Sample container view :
<View
android:id="@+id/view_container"
android:layout_width="0dp"
android:layout_height="0dp"
app:layout_constraintBottom_toBottomOf="@+id/view_bottom"
app:layout_constraintEnd_toEndOf="@+id/end_view_guideline"
app:layout_constraintStart_toStartOf="@+id/start_view_guideline"

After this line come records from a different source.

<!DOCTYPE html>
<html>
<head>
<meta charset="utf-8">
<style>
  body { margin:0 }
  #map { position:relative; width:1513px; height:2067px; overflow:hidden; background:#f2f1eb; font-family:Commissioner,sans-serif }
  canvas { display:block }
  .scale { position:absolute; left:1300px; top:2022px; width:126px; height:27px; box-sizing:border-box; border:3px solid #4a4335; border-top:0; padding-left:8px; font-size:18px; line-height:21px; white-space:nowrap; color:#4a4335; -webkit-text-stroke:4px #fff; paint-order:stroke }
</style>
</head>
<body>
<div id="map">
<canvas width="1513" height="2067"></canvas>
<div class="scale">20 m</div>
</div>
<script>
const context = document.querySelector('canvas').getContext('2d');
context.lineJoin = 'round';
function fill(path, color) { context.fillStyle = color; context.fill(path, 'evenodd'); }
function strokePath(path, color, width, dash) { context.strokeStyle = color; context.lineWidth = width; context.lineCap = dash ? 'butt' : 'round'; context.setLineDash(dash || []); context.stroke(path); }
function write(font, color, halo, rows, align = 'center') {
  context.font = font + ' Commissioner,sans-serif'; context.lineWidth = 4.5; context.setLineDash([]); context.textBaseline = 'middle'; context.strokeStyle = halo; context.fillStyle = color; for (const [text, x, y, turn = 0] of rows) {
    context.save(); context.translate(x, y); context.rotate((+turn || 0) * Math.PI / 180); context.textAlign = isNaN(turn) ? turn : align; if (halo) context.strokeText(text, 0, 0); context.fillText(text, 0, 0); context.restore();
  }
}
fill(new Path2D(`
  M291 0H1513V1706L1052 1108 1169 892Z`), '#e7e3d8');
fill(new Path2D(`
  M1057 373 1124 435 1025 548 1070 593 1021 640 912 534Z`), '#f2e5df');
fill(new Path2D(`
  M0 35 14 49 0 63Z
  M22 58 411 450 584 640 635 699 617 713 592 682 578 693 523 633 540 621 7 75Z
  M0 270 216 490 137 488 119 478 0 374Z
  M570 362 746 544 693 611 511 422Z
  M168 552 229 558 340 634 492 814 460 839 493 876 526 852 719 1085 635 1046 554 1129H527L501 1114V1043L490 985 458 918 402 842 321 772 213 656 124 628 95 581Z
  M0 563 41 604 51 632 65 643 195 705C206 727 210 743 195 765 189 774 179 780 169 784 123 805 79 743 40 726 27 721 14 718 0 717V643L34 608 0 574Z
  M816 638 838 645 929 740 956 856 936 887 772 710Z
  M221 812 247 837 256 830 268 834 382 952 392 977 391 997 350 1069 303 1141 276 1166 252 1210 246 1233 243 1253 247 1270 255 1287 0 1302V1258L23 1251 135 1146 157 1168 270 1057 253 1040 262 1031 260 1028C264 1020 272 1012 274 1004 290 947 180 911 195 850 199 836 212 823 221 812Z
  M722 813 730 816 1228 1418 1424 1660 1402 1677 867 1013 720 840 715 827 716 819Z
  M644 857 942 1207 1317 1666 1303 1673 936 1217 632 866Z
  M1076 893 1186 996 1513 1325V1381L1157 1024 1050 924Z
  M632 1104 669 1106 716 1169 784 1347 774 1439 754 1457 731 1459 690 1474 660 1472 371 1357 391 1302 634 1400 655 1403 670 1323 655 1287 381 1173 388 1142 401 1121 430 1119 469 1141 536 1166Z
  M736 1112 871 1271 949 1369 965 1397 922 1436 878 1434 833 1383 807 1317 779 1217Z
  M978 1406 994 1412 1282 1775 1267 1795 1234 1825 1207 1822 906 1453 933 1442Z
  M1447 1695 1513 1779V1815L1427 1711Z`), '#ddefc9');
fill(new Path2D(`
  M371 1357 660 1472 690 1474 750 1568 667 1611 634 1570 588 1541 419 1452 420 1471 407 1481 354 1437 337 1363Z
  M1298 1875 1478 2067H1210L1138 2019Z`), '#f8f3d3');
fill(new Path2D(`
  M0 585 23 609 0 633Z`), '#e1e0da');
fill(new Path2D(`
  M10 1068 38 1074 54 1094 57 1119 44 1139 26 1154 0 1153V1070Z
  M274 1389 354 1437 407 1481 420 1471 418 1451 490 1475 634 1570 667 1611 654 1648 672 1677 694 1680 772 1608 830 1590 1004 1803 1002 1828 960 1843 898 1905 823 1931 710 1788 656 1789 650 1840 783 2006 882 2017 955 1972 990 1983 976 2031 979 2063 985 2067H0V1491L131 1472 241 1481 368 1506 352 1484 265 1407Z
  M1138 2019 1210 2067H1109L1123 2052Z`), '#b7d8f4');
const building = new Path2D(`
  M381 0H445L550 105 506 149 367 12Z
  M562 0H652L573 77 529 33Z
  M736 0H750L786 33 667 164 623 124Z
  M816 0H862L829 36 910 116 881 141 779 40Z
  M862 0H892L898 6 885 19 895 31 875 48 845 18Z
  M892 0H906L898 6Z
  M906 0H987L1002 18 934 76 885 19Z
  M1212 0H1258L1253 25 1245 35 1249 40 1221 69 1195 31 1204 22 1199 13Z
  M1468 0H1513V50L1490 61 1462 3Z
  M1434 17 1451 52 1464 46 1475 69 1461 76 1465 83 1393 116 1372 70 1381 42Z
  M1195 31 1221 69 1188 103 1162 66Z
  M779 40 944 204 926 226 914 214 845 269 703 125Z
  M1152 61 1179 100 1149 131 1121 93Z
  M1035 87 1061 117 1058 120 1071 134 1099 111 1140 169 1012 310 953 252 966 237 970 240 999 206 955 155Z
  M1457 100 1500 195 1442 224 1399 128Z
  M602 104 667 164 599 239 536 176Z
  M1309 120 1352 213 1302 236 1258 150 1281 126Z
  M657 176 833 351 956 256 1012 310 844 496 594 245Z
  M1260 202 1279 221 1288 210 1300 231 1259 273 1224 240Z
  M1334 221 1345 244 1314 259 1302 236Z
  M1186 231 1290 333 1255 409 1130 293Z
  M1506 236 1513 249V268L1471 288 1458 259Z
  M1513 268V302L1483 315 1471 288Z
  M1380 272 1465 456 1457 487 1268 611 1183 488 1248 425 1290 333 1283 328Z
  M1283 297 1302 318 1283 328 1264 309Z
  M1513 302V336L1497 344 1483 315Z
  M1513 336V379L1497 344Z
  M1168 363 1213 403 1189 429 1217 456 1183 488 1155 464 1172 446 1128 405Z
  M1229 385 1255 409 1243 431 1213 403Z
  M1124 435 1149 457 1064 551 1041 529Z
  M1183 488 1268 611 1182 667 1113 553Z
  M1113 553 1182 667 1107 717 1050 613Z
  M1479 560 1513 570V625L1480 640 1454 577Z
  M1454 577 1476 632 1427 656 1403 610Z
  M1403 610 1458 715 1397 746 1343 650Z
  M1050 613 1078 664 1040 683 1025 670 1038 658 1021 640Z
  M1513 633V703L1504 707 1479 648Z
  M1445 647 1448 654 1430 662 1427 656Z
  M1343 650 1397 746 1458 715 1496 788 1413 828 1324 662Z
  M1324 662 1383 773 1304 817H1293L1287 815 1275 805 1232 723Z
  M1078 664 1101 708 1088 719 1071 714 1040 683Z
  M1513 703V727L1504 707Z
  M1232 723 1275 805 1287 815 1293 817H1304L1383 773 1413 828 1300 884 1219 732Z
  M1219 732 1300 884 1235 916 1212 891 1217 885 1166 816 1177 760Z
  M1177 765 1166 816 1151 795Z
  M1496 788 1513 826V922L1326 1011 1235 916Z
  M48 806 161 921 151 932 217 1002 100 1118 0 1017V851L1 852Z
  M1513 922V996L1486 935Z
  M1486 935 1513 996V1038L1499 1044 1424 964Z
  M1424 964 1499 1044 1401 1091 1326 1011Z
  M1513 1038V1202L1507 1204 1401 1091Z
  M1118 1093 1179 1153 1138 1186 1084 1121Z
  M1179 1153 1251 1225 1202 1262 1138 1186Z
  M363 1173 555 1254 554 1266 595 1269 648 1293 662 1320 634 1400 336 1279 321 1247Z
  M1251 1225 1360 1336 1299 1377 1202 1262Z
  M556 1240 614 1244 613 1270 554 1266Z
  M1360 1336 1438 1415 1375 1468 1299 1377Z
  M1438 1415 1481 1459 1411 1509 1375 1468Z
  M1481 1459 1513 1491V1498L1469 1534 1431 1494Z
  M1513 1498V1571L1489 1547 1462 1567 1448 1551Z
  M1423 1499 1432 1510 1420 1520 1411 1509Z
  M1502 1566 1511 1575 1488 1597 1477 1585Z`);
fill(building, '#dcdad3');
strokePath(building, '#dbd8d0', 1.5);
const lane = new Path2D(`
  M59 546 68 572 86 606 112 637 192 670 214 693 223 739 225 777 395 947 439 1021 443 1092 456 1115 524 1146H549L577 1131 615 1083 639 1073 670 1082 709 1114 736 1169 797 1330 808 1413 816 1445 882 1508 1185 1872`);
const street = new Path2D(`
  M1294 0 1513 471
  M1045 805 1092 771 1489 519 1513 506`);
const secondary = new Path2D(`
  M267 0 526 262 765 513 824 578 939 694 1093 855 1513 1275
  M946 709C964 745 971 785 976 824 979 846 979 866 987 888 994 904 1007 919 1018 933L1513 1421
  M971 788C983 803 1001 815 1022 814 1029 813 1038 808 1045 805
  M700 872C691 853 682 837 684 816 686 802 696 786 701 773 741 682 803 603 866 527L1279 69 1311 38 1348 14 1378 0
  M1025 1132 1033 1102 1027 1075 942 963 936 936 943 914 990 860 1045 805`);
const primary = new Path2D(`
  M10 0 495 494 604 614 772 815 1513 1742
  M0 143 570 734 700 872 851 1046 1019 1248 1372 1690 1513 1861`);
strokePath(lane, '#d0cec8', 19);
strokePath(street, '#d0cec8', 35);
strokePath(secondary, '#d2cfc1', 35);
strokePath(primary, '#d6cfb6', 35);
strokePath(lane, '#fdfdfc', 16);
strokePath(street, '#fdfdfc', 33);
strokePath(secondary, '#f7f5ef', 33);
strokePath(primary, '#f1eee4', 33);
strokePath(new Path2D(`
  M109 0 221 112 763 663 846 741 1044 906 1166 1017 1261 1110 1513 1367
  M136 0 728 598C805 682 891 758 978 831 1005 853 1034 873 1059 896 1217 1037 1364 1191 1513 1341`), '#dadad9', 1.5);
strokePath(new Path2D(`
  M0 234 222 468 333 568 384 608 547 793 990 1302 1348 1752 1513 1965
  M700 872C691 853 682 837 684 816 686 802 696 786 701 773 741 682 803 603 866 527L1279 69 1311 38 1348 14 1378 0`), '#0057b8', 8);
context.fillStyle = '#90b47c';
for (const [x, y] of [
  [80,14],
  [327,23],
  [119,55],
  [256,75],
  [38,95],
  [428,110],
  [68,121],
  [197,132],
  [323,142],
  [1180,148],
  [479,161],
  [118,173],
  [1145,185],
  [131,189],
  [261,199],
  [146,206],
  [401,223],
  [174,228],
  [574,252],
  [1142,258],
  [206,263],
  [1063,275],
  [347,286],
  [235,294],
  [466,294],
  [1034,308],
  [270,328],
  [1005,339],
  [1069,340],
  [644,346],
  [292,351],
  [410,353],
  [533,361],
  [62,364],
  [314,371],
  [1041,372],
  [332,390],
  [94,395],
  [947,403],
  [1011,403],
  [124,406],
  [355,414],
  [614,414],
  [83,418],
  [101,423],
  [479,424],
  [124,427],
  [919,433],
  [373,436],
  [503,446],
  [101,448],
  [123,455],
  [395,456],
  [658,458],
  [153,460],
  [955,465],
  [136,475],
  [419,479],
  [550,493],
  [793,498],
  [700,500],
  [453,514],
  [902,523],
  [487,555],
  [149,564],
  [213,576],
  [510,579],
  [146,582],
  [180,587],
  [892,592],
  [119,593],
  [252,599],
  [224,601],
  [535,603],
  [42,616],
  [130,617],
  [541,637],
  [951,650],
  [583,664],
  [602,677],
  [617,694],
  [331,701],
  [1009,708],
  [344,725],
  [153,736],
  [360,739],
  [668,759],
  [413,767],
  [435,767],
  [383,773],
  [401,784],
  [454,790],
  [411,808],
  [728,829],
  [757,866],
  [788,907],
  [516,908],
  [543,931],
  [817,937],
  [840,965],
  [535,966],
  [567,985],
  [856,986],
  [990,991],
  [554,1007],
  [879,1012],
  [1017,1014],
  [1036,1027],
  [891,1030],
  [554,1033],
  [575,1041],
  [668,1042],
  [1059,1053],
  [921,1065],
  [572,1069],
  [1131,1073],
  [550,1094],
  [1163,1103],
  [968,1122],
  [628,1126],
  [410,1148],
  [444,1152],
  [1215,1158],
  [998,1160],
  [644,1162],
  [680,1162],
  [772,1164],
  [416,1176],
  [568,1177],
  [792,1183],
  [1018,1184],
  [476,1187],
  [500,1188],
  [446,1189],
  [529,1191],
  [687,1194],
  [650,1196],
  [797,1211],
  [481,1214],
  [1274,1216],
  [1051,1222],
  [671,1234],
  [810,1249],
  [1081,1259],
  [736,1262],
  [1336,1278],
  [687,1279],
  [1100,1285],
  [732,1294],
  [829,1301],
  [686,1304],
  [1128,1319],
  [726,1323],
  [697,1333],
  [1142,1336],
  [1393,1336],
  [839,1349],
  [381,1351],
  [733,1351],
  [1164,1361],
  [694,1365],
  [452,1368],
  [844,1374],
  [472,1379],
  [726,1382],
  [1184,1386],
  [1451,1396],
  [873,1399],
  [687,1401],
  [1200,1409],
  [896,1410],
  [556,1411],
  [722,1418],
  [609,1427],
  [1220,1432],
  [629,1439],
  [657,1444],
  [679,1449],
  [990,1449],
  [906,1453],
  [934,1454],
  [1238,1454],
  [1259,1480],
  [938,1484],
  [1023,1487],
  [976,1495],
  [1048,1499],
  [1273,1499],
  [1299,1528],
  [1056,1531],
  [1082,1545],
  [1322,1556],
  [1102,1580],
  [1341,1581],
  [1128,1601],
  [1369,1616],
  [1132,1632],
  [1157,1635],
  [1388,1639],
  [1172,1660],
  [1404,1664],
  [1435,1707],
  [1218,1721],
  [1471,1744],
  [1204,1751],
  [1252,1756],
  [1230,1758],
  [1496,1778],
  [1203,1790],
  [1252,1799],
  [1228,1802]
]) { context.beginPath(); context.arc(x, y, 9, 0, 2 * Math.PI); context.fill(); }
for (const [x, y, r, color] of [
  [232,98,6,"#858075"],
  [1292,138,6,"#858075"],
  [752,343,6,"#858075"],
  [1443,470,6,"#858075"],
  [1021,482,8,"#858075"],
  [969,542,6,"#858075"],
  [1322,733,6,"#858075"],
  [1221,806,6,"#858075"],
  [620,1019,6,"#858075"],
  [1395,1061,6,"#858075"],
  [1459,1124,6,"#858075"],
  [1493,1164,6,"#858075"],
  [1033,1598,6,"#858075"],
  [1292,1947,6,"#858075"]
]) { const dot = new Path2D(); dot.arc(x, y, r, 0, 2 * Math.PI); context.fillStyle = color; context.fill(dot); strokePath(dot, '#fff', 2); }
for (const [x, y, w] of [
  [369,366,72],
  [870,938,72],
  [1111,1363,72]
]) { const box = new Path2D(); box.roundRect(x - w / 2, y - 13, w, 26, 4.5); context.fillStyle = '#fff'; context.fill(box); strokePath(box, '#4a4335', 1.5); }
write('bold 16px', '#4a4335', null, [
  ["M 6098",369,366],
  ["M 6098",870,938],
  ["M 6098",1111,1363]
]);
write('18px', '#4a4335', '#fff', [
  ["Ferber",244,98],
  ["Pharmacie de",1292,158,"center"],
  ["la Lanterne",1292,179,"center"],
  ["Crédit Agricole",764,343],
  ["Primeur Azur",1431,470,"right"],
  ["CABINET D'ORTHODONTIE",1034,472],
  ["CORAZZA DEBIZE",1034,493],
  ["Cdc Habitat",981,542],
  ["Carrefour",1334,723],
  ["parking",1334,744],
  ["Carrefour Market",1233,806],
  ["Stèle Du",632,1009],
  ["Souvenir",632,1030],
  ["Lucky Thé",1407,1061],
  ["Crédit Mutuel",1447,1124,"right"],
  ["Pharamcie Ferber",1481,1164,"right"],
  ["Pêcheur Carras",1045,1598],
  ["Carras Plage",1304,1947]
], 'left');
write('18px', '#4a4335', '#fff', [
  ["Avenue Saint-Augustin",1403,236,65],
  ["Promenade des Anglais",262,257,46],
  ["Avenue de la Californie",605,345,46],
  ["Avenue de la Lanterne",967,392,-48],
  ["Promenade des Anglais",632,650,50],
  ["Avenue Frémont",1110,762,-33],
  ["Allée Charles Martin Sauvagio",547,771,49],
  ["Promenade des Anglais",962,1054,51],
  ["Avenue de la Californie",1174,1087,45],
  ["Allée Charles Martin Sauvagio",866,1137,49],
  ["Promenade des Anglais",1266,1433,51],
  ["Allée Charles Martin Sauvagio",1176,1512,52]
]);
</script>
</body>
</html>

app:layout_constraintTop_toTopOf="parent"/>
Above sample contains all four constraint boundaries within that, we can add views that to listen together and as it is a view, we can do whatever we want, such as ripple effect.
Solution 3:
To complement the accepted answer for Kotlin users create an extension function and accept a lambda to feel more like the API group.addOnClickListener { }
.
Create the extension function:
fun Group.addOnClickListener(listener: (view: View) -> Unit) {
referencedIds.forEach { id ->
rootView.findViewById<View>(id).setOnClickListener(listener)
}
}
usage:
group.addOnClickListener { v ->
Log.d("GroupExt", v)
}
Solution 4:
The extension method is great but you can make it even better by changing it to
fun Group.setAllOnClickListener(listener: (View) -> Unit) {
referencedIds.forEach { id ->
rootView.findViewById<View>(id).setOnClickListener(listener)
}
}
So the calling would be like this
group.setAllOnClickListener {
// code to perform on click event
}
Now the need for explicitly defining View.OnClickListener is now gone.
You can also define your own interface for GroupOnClickLitener like this
interface GroupOnClickListener {
fun onClick(group: Group)
}
and then define an extension method like this
fun Group.setAllOnClickListener(listener: GroupOnClickListener) {
referencedIds.forEach { id ->
rootView.findViewById<View>(id).setOnClickListener { listener.onClick(this)}
}
}
and use it like this
groupOne.setAllOnClickListener(this)
groupTwo.setAllOnClickListener(this)
groupThree.setAllOnClickListener(this)
override fun onClick(group: Group) {
when(group.id){
R.id.group1 -> //code for group1
R.id.group2 -> //code for group2
R.id.group3 -> //code for group3
else -> throw IllegalArgumentException("wrong group id")
}
}
The second approach has a better performance if the number of views is large since you only use one object as a listener for all the views!